**Work item:**
Which lines of the entries contain the string "align"? Copy each of them.
|---|
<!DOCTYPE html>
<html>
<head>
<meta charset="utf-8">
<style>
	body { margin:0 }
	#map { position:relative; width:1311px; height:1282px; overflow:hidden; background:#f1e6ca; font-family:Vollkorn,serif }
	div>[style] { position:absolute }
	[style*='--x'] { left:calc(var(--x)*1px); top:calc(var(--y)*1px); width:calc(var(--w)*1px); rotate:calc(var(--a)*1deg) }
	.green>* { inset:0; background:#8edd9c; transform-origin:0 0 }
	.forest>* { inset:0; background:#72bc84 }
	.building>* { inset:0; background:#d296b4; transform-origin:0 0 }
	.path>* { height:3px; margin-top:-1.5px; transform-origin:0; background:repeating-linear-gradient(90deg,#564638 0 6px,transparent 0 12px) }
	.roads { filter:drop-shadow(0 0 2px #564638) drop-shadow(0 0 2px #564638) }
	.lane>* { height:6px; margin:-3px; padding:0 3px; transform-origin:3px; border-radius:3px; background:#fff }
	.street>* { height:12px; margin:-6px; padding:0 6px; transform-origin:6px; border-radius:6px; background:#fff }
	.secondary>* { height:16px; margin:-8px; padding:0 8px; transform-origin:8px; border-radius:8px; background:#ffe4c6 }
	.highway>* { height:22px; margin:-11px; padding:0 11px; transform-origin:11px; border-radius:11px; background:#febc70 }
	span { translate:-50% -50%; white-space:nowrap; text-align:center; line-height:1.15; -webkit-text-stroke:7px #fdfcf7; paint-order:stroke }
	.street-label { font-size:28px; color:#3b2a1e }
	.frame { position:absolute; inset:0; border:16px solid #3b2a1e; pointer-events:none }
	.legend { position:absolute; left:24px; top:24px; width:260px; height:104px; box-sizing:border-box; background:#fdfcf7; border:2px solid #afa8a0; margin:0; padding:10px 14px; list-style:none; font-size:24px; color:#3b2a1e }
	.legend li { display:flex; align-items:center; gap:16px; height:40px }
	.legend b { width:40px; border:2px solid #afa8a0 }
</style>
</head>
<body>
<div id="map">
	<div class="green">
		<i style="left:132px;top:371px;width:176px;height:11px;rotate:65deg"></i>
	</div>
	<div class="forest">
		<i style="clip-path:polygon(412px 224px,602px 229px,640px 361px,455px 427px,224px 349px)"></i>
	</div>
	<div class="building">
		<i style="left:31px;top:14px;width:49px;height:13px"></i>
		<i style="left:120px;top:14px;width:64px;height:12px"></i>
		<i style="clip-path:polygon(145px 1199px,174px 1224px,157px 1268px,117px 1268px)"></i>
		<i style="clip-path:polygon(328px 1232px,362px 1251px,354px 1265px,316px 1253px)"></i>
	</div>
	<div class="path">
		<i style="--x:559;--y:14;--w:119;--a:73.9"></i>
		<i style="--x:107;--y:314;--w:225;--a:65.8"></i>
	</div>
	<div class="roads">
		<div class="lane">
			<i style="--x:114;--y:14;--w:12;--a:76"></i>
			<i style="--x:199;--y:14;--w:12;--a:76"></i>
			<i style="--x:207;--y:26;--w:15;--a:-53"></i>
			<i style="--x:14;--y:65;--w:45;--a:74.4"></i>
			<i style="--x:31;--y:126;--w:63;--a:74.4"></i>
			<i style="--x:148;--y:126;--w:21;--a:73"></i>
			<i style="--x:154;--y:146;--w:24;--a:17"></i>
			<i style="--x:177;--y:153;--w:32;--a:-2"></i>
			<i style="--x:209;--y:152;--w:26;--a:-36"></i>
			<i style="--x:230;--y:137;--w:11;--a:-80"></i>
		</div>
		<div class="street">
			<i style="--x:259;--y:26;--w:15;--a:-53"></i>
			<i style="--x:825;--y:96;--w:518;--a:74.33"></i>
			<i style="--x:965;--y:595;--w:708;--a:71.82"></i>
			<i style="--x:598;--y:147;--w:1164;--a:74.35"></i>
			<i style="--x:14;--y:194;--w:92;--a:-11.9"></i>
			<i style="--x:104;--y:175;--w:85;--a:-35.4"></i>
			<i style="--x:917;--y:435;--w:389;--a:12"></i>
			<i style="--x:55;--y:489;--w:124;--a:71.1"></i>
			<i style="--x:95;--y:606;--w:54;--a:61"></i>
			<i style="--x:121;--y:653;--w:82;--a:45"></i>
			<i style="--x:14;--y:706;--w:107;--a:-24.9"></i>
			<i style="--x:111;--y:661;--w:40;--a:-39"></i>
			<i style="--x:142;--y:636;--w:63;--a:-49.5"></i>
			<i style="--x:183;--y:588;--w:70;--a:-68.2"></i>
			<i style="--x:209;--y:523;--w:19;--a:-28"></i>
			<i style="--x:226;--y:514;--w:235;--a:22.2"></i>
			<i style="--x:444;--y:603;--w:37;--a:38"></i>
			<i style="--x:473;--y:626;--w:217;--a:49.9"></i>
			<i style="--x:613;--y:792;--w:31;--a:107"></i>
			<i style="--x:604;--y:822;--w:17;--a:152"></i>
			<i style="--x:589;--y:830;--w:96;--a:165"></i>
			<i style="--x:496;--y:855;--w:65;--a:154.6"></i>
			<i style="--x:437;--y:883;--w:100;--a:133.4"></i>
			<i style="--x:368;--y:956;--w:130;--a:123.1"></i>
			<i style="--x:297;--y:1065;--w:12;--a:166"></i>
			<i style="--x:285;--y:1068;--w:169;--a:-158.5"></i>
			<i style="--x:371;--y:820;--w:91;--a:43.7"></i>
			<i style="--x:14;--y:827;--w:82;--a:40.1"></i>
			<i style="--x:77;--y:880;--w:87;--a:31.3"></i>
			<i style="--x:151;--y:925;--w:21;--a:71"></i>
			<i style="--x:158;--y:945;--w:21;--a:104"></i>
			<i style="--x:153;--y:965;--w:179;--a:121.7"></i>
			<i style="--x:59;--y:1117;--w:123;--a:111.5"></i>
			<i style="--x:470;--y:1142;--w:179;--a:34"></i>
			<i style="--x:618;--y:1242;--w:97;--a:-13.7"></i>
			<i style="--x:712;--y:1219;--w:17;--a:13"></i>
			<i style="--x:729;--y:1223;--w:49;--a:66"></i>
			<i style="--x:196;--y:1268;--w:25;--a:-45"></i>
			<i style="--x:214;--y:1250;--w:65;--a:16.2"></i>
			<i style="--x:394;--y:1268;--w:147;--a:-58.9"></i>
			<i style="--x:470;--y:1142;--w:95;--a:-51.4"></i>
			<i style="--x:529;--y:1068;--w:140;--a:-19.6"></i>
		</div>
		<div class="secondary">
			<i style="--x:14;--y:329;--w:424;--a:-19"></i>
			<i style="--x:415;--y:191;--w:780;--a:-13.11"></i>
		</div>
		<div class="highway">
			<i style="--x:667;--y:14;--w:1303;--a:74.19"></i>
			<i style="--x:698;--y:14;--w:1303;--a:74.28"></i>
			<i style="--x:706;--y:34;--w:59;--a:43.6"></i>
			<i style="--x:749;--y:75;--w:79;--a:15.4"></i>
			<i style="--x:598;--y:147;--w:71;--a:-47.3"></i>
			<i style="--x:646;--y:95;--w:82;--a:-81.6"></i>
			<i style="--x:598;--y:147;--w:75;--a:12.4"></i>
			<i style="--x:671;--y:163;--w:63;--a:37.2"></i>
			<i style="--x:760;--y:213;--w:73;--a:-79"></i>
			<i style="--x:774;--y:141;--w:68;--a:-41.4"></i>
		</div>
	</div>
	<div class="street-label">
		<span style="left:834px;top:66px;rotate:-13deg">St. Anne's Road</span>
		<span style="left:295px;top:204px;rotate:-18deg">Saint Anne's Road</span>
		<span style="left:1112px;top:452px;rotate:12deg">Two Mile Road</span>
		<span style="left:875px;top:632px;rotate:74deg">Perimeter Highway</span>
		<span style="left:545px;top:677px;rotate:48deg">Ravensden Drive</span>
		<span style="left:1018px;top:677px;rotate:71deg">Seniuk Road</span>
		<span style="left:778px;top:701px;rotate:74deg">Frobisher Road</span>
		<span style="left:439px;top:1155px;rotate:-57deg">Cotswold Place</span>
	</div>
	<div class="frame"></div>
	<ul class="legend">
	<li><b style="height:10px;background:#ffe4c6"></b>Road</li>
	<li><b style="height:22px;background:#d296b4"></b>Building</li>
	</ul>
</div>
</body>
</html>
|---|
**Response:**
	span { translate:-50% -50%; white-space:nowrap; text-align:center; line-height:1.15; -webkit-text-stroke:7px #fdfcf7; paint-order:stroke }
	.legend li { display:flex; align-items:center; gap:16px; height:40px }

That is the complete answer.